Task goal. Count how many lines in this material contain "linecap". The answer is that number alone.

Records for the exercise.
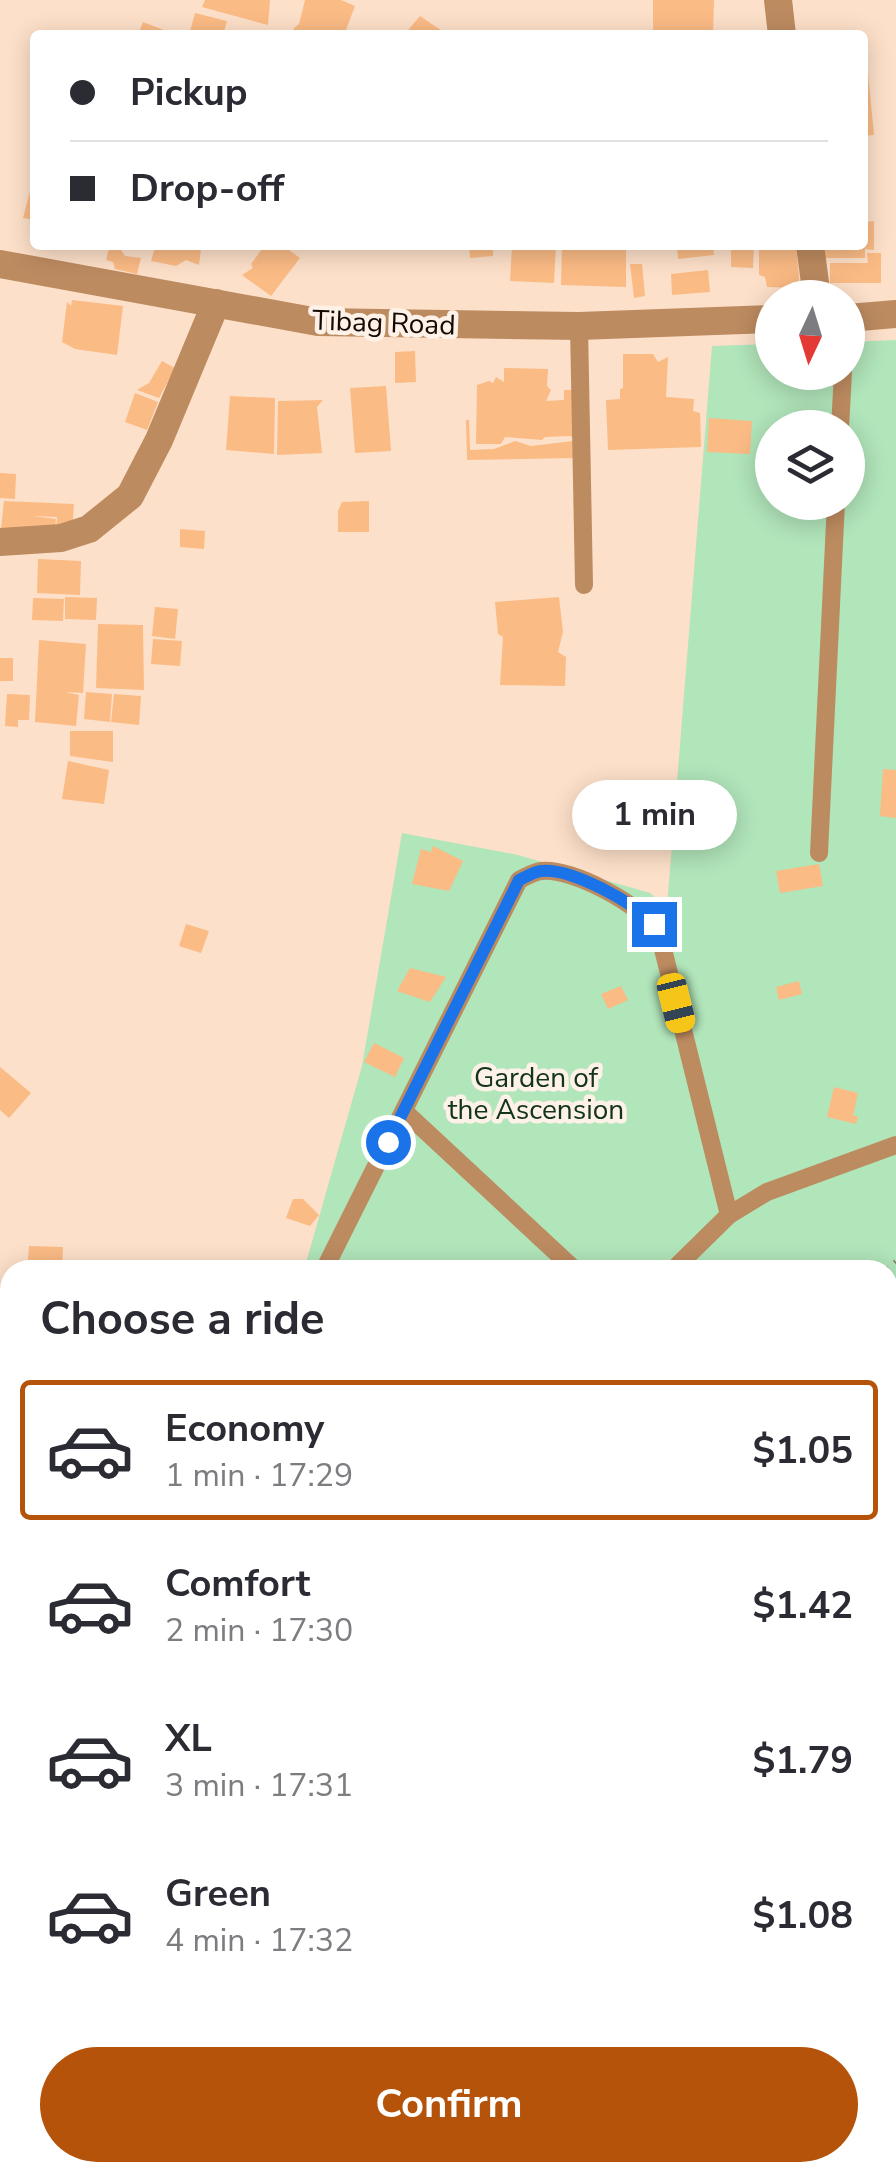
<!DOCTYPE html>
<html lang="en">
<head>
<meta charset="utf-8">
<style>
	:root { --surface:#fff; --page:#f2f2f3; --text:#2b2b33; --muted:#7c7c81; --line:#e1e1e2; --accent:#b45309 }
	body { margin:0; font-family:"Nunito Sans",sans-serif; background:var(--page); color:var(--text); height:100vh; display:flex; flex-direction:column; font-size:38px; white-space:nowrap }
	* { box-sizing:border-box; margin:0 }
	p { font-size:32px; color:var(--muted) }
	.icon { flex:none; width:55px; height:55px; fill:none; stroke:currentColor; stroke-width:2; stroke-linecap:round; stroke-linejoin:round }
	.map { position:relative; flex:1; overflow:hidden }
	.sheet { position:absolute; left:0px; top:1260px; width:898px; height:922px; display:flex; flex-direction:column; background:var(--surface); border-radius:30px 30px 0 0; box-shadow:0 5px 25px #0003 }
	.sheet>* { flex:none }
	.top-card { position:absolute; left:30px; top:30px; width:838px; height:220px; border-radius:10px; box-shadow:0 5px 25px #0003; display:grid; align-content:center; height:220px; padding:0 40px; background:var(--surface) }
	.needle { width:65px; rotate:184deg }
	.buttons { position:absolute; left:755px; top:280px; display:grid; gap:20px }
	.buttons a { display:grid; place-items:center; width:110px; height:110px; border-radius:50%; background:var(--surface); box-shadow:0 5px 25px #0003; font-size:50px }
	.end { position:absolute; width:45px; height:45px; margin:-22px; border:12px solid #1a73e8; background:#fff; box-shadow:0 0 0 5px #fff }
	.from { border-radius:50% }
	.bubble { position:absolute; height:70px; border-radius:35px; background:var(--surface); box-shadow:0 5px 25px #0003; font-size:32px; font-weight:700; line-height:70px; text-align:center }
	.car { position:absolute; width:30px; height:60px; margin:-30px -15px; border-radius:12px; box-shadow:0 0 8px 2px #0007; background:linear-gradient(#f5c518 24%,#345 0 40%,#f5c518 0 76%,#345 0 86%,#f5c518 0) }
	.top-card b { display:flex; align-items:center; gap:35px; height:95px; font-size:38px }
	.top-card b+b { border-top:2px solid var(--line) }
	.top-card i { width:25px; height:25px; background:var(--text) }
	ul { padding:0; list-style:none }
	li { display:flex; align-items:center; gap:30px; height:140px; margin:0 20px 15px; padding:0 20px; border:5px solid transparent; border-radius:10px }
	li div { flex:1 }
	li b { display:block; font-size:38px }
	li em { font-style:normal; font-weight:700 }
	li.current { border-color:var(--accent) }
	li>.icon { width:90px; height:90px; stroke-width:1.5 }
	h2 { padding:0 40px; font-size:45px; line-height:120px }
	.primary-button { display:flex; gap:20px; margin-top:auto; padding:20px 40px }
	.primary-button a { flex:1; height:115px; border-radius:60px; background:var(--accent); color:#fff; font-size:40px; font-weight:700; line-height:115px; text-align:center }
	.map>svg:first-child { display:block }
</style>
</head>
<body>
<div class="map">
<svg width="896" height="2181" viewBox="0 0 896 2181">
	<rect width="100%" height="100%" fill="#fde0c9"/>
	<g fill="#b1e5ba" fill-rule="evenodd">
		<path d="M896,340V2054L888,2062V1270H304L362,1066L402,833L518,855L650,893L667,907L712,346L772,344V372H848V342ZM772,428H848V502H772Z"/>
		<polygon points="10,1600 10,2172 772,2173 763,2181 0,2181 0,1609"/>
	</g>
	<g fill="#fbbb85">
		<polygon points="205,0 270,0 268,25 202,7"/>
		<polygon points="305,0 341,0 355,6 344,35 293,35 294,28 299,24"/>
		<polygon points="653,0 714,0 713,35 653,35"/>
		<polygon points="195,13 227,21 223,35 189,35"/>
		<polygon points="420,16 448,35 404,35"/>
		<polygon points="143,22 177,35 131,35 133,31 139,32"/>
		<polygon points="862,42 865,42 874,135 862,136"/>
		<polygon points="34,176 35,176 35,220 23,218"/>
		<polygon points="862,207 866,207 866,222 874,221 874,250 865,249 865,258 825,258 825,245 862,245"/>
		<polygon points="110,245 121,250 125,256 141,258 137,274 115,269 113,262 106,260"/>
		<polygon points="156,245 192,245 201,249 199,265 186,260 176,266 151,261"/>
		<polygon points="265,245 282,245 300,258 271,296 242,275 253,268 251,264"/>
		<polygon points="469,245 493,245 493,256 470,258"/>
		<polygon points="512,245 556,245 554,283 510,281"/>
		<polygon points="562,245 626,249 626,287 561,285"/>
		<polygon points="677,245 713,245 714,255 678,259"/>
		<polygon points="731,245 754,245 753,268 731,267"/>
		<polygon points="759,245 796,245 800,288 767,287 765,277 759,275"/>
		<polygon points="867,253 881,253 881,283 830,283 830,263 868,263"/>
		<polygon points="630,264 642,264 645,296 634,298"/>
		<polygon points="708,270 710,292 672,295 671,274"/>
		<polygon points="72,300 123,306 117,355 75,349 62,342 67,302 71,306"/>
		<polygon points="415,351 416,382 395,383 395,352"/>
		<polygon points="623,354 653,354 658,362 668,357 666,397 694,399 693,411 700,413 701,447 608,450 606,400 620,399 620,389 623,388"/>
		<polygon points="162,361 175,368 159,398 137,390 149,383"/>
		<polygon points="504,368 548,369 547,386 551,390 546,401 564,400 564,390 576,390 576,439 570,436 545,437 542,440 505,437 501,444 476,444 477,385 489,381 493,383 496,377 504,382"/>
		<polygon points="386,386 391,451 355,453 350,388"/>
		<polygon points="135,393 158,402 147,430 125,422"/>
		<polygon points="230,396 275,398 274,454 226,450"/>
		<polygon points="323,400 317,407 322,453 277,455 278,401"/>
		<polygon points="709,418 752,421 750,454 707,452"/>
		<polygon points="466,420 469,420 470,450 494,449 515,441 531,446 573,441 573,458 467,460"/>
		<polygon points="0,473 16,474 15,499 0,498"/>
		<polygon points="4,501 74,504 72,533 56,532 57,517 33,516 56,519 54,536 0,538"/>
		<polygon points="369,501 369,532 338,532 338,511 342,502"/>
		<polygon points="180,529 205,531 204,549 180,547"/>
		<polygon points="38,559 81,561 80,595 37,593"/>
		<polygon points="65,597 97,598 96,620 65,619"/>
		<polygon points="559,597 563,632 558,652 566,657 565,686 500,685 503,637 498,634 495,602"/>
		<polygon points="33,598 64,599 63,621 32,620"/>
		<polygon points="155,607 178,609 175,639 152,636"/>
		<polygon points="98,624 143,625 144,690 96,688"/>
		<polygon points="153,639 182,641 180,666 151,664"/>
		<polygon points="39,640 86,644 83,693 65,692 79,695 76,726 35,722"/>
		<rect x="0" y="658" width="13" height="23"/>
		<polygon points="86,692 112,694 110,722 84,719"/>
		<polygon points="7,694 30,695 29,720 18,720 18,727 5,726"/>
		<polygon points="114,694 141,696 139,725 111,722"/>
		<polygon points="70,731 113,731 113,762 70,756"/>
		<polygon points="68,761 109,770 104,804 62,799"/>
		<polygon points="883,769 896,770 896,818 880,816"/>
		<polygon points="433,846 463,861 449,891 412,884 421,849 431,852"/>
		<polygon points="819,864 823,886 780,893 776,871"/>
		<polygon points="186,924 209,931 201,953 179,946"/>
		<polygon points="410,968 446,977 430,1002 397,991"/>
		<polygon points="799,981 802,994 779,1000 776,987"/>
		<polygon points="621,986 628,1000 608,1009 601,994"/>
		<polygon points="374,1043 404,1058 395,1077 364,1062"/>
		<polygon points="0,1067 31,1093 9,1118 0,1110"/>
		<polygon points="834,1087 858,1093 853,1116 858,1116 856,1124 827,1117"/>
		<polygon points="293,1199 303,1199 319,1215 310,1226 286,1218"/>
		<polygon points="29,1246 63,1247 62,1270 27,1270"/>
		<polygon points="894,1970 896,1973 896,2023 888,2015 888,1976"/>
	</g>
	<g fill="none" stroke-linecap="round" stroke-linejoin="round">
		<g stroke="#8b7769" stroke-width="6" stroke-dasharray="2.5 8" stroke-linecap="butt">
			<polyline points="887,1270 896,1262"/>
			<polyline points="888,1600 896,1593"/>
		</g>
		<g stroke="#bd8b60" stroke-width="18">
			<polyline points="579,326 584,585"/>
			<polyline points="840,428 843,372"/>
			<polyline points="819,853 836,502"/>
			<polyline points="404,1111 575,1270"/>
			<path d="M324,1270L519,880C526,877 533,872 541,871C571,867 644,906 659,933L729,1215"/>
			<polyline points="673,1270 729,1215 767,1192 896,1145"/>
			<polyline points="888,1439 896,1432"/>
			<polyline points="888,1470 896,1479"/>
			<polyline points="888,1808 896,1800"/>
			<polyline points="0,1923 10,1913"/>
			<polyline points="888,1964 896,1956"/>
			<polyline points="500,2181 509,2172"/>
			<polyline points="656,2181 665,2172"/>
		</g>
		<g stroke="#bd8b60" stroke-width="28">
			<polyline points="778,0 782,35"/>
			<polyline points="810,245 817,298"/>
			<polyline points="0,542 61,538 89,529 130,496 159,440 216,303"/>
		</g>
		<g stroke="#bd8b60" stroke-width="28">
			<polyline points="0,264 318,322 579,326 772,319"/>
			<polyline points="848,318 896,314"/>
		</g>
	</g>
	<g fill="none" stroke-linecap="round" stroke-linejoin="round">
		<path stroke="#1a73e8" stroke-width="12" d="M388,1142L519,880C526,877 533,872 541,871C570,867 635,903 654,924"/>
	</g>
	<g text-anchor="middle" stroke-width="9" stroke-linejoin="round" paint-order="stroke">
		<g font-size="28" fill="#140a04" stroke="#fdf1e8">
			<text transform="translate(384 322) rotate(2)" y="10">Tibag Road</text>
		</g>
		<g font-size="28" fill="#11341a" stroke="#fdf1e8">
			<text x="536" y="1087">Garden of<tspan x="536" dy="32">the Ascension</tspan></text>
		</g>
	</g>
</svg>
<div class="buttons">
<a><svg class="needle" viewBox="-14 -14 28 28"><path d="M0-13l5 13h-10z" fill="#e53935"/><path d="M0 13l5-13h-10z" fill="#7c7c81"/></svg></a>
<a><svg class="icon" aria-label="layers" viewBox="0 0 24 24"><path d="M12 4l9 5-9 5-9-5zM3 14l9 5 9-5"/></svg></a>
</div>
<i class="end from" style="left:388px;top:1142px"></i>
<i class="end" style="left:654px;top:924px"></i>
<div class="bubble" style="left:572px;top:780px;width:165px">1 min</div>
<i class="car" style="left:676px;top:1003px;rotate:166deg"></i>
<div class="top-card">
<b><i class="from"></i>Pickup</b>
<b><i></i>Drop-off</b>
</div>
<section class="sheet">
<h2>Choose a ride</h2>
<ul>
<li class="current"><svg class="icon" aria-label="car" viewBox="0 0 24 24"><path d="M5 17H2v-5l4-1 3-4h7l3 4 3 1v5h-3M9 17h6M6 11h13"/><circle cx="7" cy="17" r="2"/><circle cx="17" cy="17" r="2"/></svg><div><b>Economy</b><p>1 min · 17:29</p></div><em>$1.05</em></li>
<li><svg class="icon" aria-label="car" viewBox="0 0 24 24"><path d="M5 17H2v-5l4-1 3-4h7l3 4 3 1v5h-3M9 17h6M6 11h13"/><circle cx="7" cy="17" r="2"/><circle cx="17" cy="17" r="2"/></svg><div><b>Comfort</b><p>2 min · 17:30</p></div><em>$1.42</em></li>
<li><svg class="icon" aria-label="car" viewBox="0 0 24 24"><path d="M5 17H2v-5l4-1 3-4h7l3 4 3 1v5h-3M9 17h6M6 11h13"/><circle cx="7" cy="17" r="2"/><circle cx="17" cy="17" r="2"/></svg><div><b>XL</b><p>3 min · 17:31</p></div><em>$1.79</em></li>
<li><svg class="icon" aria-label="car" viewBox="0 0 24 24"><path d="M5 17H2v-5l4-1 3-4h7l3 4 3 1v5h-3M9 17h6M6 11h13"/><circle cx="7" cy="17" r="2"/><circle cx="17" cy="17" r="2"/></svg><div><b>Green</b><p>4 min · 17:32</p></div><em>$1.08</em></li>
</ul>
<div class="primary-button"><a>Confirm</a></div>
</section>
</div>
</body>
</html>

--

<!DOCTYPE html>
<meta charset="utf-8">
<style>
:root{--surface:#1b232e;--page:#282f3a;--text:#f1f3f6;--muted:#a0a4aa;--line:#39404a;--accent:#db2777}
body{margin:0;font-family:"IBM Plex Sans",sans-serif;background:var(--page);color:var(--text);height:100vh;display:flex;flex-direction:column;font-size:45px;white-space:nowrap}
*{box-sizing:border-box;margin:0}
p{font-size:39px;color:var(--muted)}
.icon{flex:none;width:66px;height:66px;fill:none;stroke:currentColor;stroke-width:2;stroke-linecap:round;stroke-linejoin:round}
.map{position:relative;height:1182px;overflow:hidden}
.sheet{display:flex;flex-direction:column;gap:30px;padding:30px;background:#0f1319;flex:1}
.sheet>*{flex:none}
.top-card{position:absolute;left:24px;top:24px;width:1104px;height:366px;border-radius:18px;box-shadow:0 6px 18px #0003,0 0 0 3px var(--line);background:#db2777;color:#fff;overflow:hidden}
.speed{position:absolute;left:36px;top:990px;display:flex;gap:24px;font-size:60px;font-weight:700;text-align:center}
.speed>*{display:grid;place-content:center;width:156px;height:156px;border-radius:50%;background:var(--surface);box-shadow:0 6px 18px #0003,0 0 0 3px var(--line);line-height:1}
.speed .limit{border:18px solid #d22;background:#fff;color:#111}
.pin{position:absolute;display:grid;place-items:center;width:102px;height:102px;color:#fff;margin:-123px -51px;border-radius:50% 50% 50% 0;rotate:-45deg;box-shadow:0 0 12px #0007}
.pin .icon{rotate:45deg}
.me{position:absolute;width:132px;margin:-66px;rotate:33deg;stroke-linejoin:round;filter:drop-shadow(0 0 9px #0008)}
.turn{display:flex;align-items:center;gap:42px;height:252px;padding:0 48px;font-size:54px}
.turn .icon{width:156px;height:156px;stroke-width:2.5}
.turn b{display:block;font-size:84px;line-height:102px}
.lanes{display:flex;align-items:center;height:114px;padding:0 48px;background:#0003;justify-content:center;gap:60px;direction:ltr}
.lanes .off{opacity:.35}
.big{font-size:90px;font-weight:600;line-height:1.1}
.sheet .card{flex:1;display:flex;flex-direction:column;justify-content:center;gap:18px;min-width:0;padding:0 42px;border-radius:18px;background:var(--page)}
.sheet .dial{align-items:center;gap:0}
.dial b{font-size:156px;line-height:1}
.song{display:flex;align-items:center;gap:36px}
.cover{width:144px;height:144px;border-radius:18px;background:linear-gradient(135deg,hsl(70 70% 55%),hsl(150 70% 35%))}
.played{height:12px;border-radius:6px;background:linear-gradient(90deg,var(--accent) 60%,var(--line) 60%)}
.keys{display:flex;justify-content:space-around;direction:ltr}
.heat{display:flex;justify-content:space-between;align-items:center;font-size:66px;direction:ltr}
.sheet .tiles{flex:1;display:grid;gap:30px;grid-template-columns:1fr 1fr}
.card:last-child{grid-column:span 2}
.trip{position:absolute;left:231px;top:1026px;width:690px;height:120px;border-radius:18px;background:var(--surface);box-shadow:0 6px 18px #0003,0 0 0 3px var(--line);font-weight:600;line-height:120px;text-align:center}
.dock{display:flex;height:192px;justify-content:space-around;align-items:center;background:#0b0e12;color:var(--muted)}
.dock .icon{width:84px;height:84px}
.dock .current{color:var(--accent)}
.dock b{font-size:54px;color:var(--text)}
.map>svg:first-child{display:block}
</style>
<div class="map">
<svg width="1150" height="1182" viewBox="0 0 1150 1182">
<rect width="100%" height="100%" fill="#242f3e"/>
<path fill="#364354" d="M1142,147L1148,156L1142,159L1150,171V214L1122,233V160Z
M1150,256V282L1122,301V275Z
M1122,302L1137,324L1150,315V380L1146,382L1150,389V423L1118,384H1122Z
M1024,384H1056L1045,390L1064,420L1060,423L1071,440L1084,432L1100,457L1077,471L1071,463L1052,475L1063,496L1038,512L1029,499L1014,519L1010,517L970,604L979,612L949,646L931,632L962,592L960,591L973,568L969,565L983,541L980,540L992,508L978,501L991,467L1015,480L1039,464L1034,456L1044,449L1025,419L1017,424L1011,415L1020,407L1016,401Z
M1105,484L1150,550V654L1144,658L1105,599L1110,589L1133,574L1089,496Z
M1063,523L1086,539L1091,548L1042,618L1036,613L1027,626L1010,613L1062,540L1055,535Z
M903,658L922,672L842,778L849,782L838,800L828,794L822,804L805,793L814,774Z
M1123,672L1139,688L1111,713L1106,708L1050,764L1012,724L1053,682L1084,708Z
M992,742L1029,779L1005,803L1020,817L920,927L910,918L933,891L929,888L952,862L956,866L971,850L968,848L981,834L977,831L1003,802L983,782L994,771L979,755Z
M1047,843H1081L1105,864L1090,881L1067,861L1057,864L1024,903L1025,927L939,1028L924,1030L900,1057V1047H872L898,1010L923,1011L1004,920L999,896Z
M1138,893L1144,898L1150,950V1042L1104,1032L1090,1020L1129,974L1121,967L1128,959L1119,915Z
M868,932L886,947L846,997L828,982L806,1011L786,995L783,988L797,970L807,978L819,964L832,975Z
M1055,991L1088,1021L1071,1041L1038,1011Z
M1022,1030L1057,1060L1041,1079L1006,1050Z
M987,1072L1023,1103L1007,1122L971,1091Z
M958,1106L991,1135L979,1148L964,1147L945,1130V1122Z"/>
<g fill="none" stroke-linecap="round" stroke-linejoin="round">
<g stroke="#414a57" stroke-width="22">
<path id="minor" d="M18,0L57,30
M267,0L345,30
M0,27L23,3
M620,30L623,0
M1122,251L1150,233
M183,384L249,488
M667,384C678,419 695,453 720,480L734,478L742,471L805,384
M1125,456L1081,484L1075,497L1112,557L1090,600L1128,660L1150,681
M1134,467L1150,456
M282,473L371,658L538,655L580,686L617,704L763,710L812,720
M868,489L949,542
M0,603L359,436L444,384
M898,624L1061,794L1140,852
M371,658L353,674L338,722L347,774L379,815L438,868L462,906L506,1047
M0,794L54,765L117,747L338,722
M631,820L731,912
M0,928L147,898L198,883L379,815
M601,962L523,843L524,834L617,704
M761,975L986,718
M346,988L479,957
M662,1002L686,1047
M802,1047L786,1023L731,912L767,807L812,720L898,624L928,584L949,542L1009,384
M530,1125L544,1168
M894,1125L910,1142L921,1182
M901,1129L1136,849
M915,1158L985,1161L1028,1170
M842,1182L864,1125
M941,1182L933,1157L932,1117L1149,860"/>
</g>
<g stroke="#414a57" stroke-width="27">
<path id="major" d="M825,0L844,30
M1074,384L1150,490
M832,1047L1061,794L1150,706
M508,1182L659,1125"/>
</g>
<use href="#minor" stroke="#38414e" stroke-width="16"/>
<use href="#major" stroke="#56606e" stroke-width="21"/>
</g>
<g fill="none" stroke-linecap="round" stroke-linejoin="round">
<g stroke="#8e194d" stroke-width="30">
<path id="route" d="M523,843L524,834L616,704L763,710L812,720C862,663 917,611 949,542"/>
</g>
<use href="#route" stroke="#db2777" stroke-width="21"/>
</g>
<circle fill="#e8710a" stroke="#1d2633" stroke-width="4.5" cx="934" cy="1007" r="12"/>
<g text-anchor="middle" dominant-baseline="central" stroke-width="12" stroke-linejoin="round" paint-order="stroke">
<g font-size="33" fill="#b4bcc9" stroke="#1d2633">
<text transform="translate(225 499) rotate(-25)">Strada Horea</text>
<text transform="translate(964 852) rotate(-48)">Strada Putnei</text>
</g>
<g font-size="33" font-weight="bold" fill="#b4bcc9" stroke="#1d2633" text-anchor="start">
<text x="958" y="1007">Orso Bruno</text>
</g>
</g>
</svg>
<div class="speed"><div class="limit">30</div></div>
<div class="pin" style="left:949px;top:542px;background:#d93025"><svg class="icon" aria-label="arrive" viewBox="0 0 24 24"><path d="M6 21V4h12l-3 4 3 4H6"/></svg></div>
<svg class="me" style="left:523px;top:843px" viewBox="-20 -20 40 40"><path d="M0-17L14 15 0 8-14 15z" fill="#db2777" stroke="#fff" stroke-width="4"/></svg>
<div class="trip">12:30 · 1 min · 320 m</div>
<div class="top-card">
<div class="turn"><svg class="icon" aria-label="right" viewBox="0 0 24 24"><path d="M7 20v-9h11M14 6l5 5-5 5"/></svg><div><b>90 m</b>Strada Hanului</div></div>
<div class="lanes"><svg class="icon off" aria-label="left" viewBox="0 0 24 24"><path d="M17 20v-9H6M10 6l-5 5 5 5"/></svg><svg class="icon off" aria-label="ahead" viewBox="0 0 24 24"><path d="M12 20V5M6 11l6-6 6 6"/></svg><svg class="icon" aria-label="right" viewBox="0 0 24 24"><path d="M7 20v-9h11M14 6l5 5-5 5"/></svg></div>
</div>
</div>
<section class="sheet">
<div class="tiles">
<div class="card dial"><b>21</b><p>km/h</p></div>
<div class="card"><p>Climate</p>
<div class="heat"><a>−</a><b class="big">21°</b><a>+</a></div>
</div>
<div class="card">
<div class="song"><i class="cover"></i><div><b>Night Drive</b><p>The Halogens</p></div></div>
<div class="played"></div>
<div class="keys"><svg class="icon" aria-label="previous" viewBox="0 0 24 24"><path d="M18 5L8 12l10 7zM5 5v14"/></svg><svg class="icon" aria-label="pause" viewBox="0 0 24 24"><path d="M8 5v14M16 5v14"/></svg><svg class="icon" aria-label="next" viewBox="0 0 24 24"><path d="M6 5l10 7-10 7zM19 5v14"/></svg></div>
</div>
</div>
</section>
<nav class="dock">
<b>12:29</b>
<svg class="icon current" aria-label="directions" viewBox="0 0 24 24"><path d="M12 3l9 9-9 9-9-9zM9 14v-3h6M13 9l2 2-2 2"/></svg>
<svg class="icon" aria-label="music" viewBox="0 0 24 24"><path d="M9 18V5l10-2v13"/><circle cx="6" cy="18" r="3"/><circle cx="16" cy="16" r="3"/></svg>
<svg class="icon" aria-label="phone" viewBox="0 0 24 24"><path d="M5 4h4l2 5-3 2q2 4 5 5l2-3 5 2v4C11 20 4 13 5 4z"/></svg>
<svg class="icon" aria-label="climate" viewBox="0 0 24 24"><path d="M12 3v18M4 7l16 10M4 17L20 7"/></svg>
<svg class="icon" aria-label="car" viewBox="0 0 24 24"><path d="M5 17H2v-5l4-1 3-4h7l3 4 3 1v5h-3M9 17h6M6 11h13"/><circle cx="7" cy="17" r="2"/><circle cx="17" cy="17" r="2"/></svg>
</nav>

Task result. 7